AWS AI Services
Amazon SageMaker: Building Custom ML Models for Australian Businesses
Comprehensive guide to using Amazon SageMaker for building, training, and deploying custom machine learning models tailored to your business needs.
CloudPoint Team
While pre-built AI services work for many use cases, some Australian businesses need custom machine learning models trained on their specific data. Amazon SageMaker provides a complete platform for building, training, and deploying custom ML models without managing infrastructure.
When to Use SageMaker
Use SageMaker when:
- Pre-built AI services don’t fit your use case
- You have domain-specific data
- You need custom model logic
- You have ML expertise in-house
- Unique competitive advantage from custom models
Use pre-built AI services when:
- Standard use cases (sentiment, transcription, etc.)
- Limited ML expertise
- Quick time-to-market
- Cost-sensitive
SageMaker Components
SageMaker Studio
Integrated development environment for ML:
- Jupyter notebooks
- Experiment tracking
- Model registry
- Pipeline management
- Team collaboration
SageMaker Training
Managed infrastructure for model training:
- Automatic scaling
- Distributed training
- Spot instances support
- Built-in algorithms
- Custom algorithms
SageMaker Inference
Deploy models for predictions:
- Real-time endpoints
- Batch transform
- Serverless inference
- Multi-model endpoints
- Auto-scaling
SageMaker Pipelines
Orchestrate ML workflows:
- Data processing
- Training
- Evaluation
- Deployment
- CI/CD for ML
Building a Custom Model
Example: Customer Churn Prediction
Australian telco wants to predict which customers will churn.
Step 1: Prepare Data
import pandas as pd
import boto3
import sagemaker
from sagemaker import get_execution_role
# Load data
df = pd.read_csv('customer_data.csv')
# Features
features = [
'tenure_months',
'monthly_charges',
'total_charges',
'contract_type',
'payment_method',
'internet_service',
'support_calls_last_month'
]
target = 'churned'
# Prepare for SageMaker (target first)
train_data = df[[target] + features]
# Upload to S3
session = sagemaker.Session()
bucket = session.default_bucket()
train_path = session.upload_data(
'train.csv',
bucket=bucket,
key_prefix='churn-model/data'
)
Step 2: Train Model
Using SageMaker’s built-in XGBoost:
from sagemaker.estimator import Estimator
role = get_execution_role()
# Configure XGBoost
xgboost = Estimator(
image_uri=sagemaker.image_uris.retrieve('xgboost', 'ap-southeast-2', '1.5-1'),
role=role,
instance_count=1,
instance_type='ml.m5.xlarge',
output_path=f's3://{bucket}/churn-model/output',
sagemaker_session=session,
use_spot_instances=True, # Save up to 90%
max_run=3600,
max_wait=7200
)
# Set hyperparameters
xgboost.set_hyperparameters(
objective='binary:logistic',
num_round=100,
max_depth=5,
eta=0.2,
subsample=0.8,
colsample_bytree=0.8
)
# Train model
xgboost.fit({'train': train_path})
Step 3: Deploy Model
# Deploy to real-time endpoint
predictor = xgboost.deploy(
initial_instance_count=1,
instance_type='ml.t2.medium', # Small instance for low traffic
endpoint_name='churn-prediction-endpoint'
)
# Make predictions
test_data = [[
12, # tenure_months
79.99, # monthly_charges
960.00, # total_charges
1, # contract_type (encoded)
0, # payment_method (encoded)
1, # internet_service (encoded)
3 # support_calls_last_month
]]
prediction = predictor.predict(test_data)

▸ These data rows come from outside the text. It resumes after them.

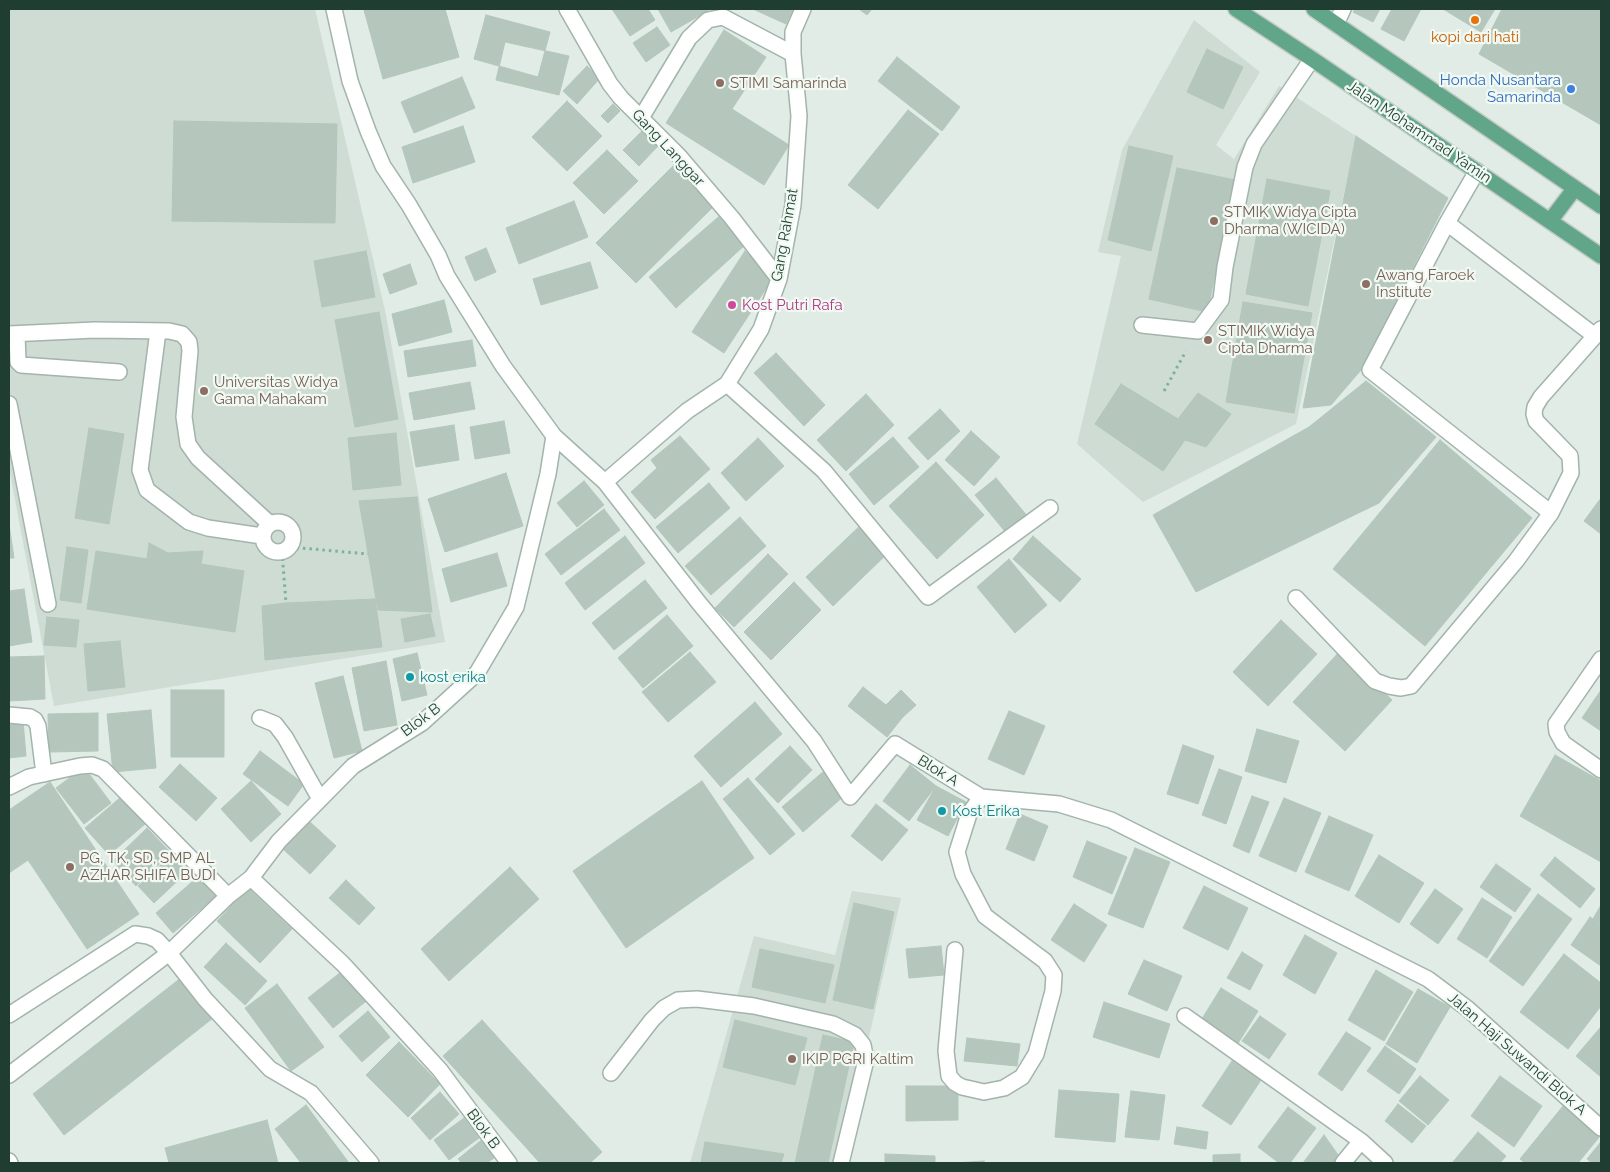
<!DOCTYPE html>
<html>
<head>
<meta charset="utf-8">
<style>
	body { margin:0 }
	#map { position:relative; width:1610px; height:1172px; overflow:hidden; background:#e0ece5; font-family:Raleway,sans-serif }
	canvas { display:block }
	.frame { position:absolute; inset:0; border:10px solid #1f3e31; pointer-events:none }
</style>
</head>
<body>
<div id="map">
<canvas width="1610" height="1172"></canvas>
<div class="frame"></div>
</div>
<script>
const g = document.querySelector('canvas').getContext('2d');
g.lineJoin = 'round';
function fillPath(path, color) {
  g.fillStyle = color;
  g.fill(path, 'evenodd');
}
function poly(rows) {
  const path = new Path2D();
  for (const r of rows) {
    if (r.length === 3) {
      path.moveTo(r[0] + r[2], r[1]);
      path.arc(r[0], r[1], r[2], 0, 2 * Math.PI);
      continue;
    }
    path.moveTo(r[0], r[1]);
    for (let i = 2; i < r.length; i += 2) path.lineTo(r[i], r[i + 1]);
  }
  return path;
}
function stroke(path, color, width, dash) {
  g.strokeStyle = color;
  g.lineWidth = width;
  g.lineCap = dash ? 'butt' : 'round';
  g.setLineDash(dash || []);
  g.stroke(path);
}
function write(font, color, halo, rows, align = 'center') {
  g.font = font + ' Raleway,sans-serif';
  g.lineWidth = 4.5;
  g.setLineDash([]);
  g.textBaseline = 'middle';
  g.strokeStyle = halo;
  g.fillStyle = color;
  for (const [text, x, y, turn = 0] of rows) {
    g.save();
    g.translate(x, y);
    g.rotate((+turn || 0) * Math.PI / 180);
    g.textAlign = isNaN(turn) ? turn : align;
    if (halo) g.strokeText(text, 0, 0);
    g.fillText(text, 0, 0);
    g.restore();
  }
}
const built = poly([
	[9,9,315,9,386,315,445,642,54,706,9,468],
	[1194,20,1260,72,1216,145,1234,159,1279,86,1356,136,1296,424,1143,502,1077,444,1121,256,1098,252,1122,150],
	[852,891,901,898,840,1163,690,1163,754,936,835,955]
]);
const building = poly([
	[367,9,445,9,459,57,383,79,364,10,367,9],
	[612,9,648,9,655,20,630,36,612,9],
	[658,9,707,9,708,11,671,32,658,9],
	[753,9,793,9,786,24,753,9],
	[859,9,872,9,867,15,859,9],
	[1355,9,1380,9,1373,22,1353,12,1355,9],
	[1392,9,1421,9,1404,41,1381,29,1392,9],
	[1443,9,1495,9,1481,32,1443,9],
	[1502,9,1601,9,1601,125,1479,54,1502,9],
	[486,15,550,32,538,77,474,59,486,15],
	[657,27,670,45,646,62,633,43,657,27],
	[724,30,766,57,732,109,789,145,764,185,666,123,724,30],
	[505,42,569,56,559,95,496,80,505,42],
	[1207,49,1243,67,1223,109,1187,92,1207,49],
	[897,57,960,107,942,131,878,81,897,57],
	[587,66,600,78,577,104,563,91,587,66],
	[462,77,475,108,414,133,401,102,462,77],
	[567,101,602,136,567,171,532,137,567,101],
	[613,104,620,111,608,123,601,116,613,104],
	[908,110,939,134,878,209,848,185,908,110],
	[174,121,337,124,335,223,172,221,174,121],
	[463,126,475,162,413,183,402,147,463,126],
	[642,131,658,146,639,166,623,150,642,131],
	[1356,136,1448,198,1361,370,1331,405,1303,408,1356,136],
	[1129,146,1173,156,1151,251,1108,240,1129,146],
	[607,150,638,181,604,214,573,183,607,150],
	[674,165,714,206,636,283,596,243,674,165],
	[1177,168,1235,180,1207,312,1149,299,1177,168],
	[1267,179,1330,191,1308,306,1246,294,1267,179],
	[574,201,588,237,519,264,506,228,574,201],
	[723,213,746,244,676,308,649,277,723,213],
	[486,248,496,272,475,281,465,257,486,248],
	[366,251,375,297,322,307,314,261,366,251],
	[745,251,773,278,724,353,692,332,745,251],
	[590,262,598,288,541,305,533,279,590,262],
	[410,264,417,284,390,294,383,274,410,264],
	[444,300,452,332,399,346,392,314,444,300],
	[1243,302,1312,313,1294,413,1226,402,1243,302],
	[379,312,398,419,355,427,335,320,379,312],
	[472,340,476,366,408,377,404,351,472,340],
	[776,353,825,405,804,426,754,373,776,353],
	[1366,381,1436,437,1379,503,1196,592,1153,515,1309,427,1366,381],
	[470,382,475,409,414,420,409,393,470,382],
	[1121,384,1178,419,1198,393,1231,414,1206,447,1185,440,1163,471,1095,424,1121,384],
	[866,394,894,425,846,471,817,440,866,394],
	[940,409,960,431,928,460,908,438,940,409],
	[504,421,510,453,475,459,470,427,504,421],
	[454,425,459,460,416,467,410,432,454,425],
	[89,428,124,434,109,524,75,518,89,428],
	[971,431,1000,457,974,486,945,460,971,431],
	[396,433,401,485,353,490,348,438,396,433],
	[680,436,710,469,655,519,631,492,657,468,651,460,680,436],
	[893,437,919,467,874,505,849,474,893,437],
	[758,438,784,466,746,501,721,473,758,438],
	[1440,440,1532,518,1425,646,1333,569,1440,440],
	[936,462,984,515,937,559,889,506,936,462],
	[506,473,523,526,445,552,428,499,506,473],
	[996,478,1028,517,1007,534,975,495,996,478],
	[584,481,604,505,577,527,557,503,584,481],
	[709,483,730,508,678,553,656,527,709,483],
	[417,497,432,612,378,610,359,501,417,497],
	[1601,498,1601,534,1584,521,1601,498],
	[604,509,620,530,561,575,545,554,604,509],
	[740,517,766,546,711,595,685,566,740,517],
	[863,523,889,552,833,606,806,577,863,523],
	[9,524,14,558,9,558,9,524],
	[625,536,645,563,585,610,565,583,625,536],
	[1033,536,1081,579,1060,602,1013,559,1033,536],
	[149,543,168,553,203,551,201,564,244,571,235,632,87,609,96,551,147,559,149,543],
	[67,547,88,550,81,603,60,600,67,547],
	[497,553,507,586,451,602,442,569,497,553],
	[768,554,788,574,734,627,715,608,768,554],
	[1009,559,1047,605,1015,633,977,587,1009,559],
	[645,580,667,608,614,650,592,623,645,580],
	[794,582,821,610,771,660,744,632,794,582],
	[24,589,32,642,9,646,9,591,24,589],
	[375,599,382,647,265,660,262,606,286,603,375,599],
	[430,614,435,636,405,642,401,619,430,614],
	[667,615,693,646,643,688,618,658,667,615],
	[47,617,79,620,76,647,44,645,47,617],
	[1281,620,1317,654,1268,706,1233,672,1281,620],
	[120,641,125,687,88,691,84,644,120,641],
	[1340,651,1392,700,1345,751,1293,702,1340,651],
	[690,652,716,682,668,722,642,692,690,652],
	[417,653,427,695,402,701,393,659,417,653],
	[44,656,45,699,9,701,9,657,44,656],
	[386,661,397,725,364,731,352,668,386,661],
	[343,676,362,751,334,758,315,683,343,676],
	[863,687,886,705,901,690,916,705,902,718,887,737,848,706,863,687],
	[171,690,224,690,224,757,171,757,171,690],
	[1601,690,1601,731,1582,718,1601,690],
	[755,702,782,734,721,787,694,756,755,702],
	[151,710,156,768,113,772,107,714,151,710],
	[1009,711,1045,726,1024,775,988,759,1009,711],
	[98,713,98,751,49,752,48,714,98,713],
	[23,721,26,756,9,758,9,722,23,721],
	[1257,729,1299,741,1286,783,1245,771,1257,729],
	[1183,745,1214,756,1198,804,1167,794,1183,745],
	[790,746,812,770,778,803,755,779,790,746],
	[260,751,304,784,288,806,243,774,260,751],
	[1555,755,1601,781,1601,862,1520,816,1555,755],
	[180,764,217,798,196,821,159,787,180,764],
	[910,765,936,786,909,821,883,801,910,765],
	[84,767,111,803,84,824,56,788,84,767],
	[1219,769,1242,777,1226,824,1202,815,1219,769],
	[824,771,845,795,803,832,782,807,824,771],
	[748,778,795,834,770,855,723,799,748,778],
	[251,781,281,814,251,842,221,809,251,781],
	[702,781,754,858,626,948,573,871,702,781],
	[50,782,139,914,87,949,28,860,9,873,9,810,50,782],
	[936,786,966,802,948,836,917,820,936,786],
	[122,796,145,824,109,855,85,828,122,796],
	[1252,796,1269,802,1249,853,1233,846,1252,796],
	[1284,798,1321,813,1296,872,1259,856,1284,798],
	[876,804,908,830,882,861,851,836,876,804],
	[1020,814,1048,826,1034,861,1006,849,1020,814],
	[1329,816,1373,835,1349,891,1305,872,1329,816],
	[309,821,336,846,310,874,283,849,309,821],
	[147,828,171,853,136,886,113,861,147,828],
	[1087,841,1127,857,1112,894,1073,877,1087,841],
	[1135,848,1170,862,1143,928,1108,914,1135,848],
	[172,855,187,872,154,903,138,886,172,855],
	[1379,855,1424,883,1399,923,1355,896,1379,855],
	[1555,857,1595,889,1580,908,1540,875,1555,857],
	[1496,864,1531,889,1515,912,1480,887,1496,864],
	[510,867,539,899,449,981,421,949,510,867],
	[199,876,216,896,173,933,156,913,199,876],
	[346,880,375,908,359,925,329,898,346,880],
	[1204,886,1248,908,1228,950,1183,928,1204,886],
	[248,888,292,929,260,963,217,921,248,888],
	[1435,889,1463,909,1438,944,1410,924,1435,889],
	[1538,894,1572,919,1523,986,1489,961,1538,894],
	[1482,898,1512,917,1487,958,1457,939,1482,898],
	[854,903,894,912,873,1009,833,1000,854,903],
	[1074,904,1107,925,1084,962,1051,940,1074,904],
	[1601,905,1601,924,1593,919,1601,905],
	[1590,917,1601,925,1601,966,1571,945,1590,917],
	[1305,935,1337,953,1315,994,1283,975,1305,935],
	[226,943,267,981,245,1005,204,967,226,943],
	[941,946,944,975,909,978,906,949,941,946],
	[760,949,834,965,825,1003,752,987,760,949],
	[1242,952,1263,965,1250,990,1227,978,1242,952],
	[1564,954,1601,983,1601,1006,1568,1049,1520,1012,1564,954],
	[1144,960,1182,976,1167,1011,1128,994,1144,960],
	[346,968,370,998,333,1028,308,998,346,968],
	[1376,970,1413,992,1384,1041,1348,1020,1376,970],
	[182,977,213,1018,64,1135,33,1094,182,977],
	[277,984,324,1047,291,1071,245,1008,277,984],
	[1221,988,1258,1011,1237,1045,1200,1022,1221,988],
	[1418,989,1450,1007,1417,1063,1386,1044,1418,989],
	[1104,1002,1170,1024,1159,1058,1093,1037,1104,1002],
	[368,1011,390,1037,362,1062,339,1036,368,1011],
	[1260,1016,1286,1034,1269,1059,1242,1041,1260,1016],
	[482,1020,602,1152,590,1163,540,1163,443,1056,482,1020],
	[735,1020,807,1038,795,1085,723,1067,735,1020],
	[1600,1028,1601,1030,1601,1077,1576,1056,1600,1028],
	[1346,1032,1371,1048,1342,1091,1318,1074,1346,1032],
	[823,1035,854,1042,828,1163,795,1163,823,1035],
	[967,1038,1020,1044,1017,1066,964,1061,967,1038],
	[399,1042,440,1084,408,1117,366,1075,399,1042],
	[1385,1046,1416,1069,1399,1094,1367,1071,1385,1046],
	[1232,1061,1261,1080,1231,1125,1202,1106,1232,1061],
	[1420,1076,1449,1100,1428,1125,1399,1101,1420,1076],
	[1500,1076,1542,1106,1514,1147,1471,1116,1500,1076],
	[906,1086,958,1086,958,1120,906,1121,906,1086],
	[1059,1090,1119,1094,1115,1142,1055,1137,1059,1090],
	[1131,1091,1165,1095,1159,1140,1125,1137,1131,1091],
	[440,1092,459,1114,430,1140,411,1118,440,1092],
	[1398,1104,1426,1126,1412,1143,1385,1121,1398,1104],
	[306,1105,349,1163,301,1163,275,1129,306,1105],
	[1563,1106,1600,1136,1578,1163,1525,1163,1520,1159,1563,1106],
	[1288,1107,1316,1128,1290,1163,1279,1163,1258,1147,1288,1107],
	[464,1118,479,1138,449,1160,434,1140,464,1118],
	[267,1120,278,1163,169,1163,165,1148,267,1120],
	[1177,1127,1208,1132,1206,1149,1174,1144,1177,1127],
	[1478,1132,1506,1156,1500,1163,1452,1163,1478,1132],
	[1324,1135,1341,1159,1338,1163,1303,1163,1324,1135],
	[484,1138,498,1155,487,1163,462,1163,458,1159,484,1138],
	[705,1142,784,1154,781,1163,701,1163,705,1142],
	[1600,1143,1601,1163,1592,1163,1587,1159,1600,1143],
	[885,1154,935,1156,935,1163,885,1163,885,1154],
	[1240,1154,1240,1163,1213,1163,1213,1155,1240,1154],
	[984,1161,984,1163,955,1163,984,1161]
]);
const path = poly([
	[1164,391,1186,351],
	[290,547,368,554],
	[282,552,286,603]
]);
const minor = poly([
	[334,9,350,81,368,131,383,166,409,205,438,255,447,276,503,366,554,436,605,482,699,603,814,741,850,797,895,744,981,797,1059,804,1111,820,1428,979,1468,1009,1601,1128],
	[567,9,610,84,621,98,679,156,732,218,779,279],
	[1336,24,1343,9],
	[641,118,689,38,708,20,723,17,793,54],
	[1477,171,1447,223,1595,336,1601,329],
	[1447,223,1370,370,1551,513],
	[1142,325,1198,331,1221,300,1225,267,1245,167,1254,144,1312,59],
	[158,331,140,470,147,490,189,522,208,528,262,536],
	[9,334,95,330,169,331,182,334,189,342,190,351,184,417,188,444,198,458,270,524],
	[17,334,18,362,21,365,119,372],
	[727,384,824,471,928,597,1050,508],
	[9,404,48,604],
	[605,482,687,411,727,384,761,329,779,279,793,205,799,116,793,54,793,32,803,9],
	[278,537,15],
	[1296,598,1375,681,1389,686,1401,688,1411,686,1516,561,1551,513,1571,473,1570,456,1536,421,1534,414,1535,407,1541,397,1595,336],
	[1601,659,1556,724,1557,732,1563,743,1601,770],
	[9,715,30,717,35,720,38,726,44,774],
	[260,718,275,724,285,737,320,799],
	[9,787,29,777,80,766,92,765,103,769,228,896],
	[251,878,343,964,440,1070,509,1163],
	[955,950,946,1051,949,1076,955,1083,962,1087,984,1092,1004,1088,1022,1077,1036,1054,1053,991,1054,975,1045,961,985,916,963,874,957,852,969,814,981,797],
	[9,1015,135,934,148,936,157,940,169,953,205,999,270,1069,311,1093,371,1163],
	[1185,1016,1361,1141],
	[611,1073,652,1020,664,1008,678,1000,697,999,754,1006,833,1024,855,1035,863,1045,866,1060,841,1163],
	[9,1075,169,953,228,896,251,878,279,841,353,766,422,723,477,673,516,607,548,474,554,436],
	[9,1161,10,1163],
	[1343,1163,1361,1141,1385,1163]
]);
const major = poly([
	[1236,9,1312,59,1601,256],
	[1314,9,1601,206],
	[1550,221,1575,188]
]);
const markers = [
	[1475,20,5,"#e8710a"],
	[720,83,5,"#8d6e63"],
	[1571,89,5,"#3f7fe0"],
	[1214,221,5,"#8d6e63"],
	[1366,284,5,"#8d6e63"],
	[732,305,5,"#d1479c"],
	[1208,340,5,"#8d6e63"],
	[204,391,5,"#8d6e63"],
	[410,677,5,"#0f9aa8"],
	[942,811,5,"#0f9aa8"],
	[70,867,5,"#8d6e63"],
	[792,1059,5,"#8d6e63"]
];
const foodNames = [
	["kopi dari hati",1475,37]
];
const shopNames = [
	["Honda Nusantara",1561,80],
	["Samarinda",1561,97]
];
const educationNames = [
	["STIMI Samarinda",730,83],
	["STMIK Widya Cipta",1224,212],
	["Dharma (WICIDA)",1224,229],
	["Awang Faroek",1376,275],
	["Institute",1376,292],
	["STIMIK Widya",1218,331],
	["Cipta Dharma",1218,348],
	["Universitas Widya",214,382],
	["Gama Mahakam",214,399],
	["PG, TK, SD, SMP AL",80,858],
	["AZHAR SHIFA BUDI",80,875],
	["IKIP PGRI Kaltim",802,1059]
];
const streetNames = [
	["Jalan Mohammad Yamin",1419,132,34],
	["Gang Langgar",668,148,47],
	["Gang Rahmat",785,235,-80],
	["Blok B",421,720,-37],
	["Blok A",938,771,32],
	["Jalan Haji Suwandi Blok A",1517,1054,41],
	["Blok B",483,1129,54]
];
const hotelNames = [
	["Kost Putri Rafa",742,305]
];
const cultureNames = [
	["kost erika",420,677],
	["Kost Erika",952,811]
];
fillPath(built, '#cedcd3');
fillPath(building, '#b5c7bd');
stroke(building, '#b2c7bb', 1);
stroke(minor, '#a2b4ab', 18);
stroke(major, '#c0c9c5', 18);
stroke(path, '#7eb399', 3, [2.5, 4]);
stroke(minor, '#fff', 15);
stroke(major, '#61a689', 15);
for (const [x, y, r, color] of markers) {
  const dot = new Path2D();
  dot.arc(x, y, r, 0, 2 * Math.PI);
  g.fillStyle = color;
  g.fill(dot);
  stroke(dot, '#f1f9f3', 2);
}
write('15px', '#c56008', '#f1f9f3', foodNames);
write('15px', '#366cbe', '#f1f9f3', shopNames, 'right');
write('15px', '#785e54', '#f1f9f3', educationNames, 'left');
write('15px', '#1f3e31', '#f1f9f3', streetNames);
write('15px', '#b23c85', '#f1f9f3', hotelNames, 'left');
write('15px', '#0d838f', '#f1f9f3', cultureNames, 'left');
</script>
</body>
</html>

print(f"Churn probability: {prediction[0]:.2%}")
Step 4: Monitor and Update
from sagemaker.model_monitor import DefaultModelMonitor
from sagemaker.model_monitor import CronExpressionGenerator
# Create model monitor
monitor = DefaultModelMonitor(
role=role,
instance_count=1,
instance_type='ml.m5.large',
max_runtime_in_seconds=1800
)
# Create baseline from training data
monitor.suggest_baseline(
baseline_dataset=train_path,
dataset_format={'csv': {'header': True}},
output_s3_uri=f's3://{bucket}/churn-model/baseline'
)
# Schedule monitoring (hourly)
monitor.create_monitoring_schedule(
endpoint_input=predictor.endpoint_name,
output_s3_uri=f's3://{bucket}/churn-model/monitoring',
statistics=f's3://{bucket}/churn-model/baseline/statistics.json',
constraints=f's3://{bucket}/churn-model/baseline/constraints.json',
schedule_cron_expression=CronExpressionGenerator.hourly()
)
Cost Optimisation
Training Costs
Use Spot Instances:
estimator = Estimator(
...
use_spot_instances=True,
max_wait=7200 # Willing to wait for spot
)
Savings: Up to 90% vs on-demand
Managed Spot Training:
- SageMaker handles interruptions
- Automatically resumes training
- Checkpoints progress
Inference Costs
Serverless Inference:
For infrequent or variable traffic:
from sagemaker.serverless import ServerlessInferenceConfig
serverless_config = ServerlessInferenceConfig(
memory_size_in_mb=2048,
max_concurrency=10
)
predictor = model.deploy(
serverless_inference_config=serverless_config
)
Benefits:
- Pay per request
- No charge when idle
- Auto-scaling
- Good for < 10 requests/minute
Auto-scaling for Real-time Endpoints:
import boto3
client = boto3.client('application-autoscaling')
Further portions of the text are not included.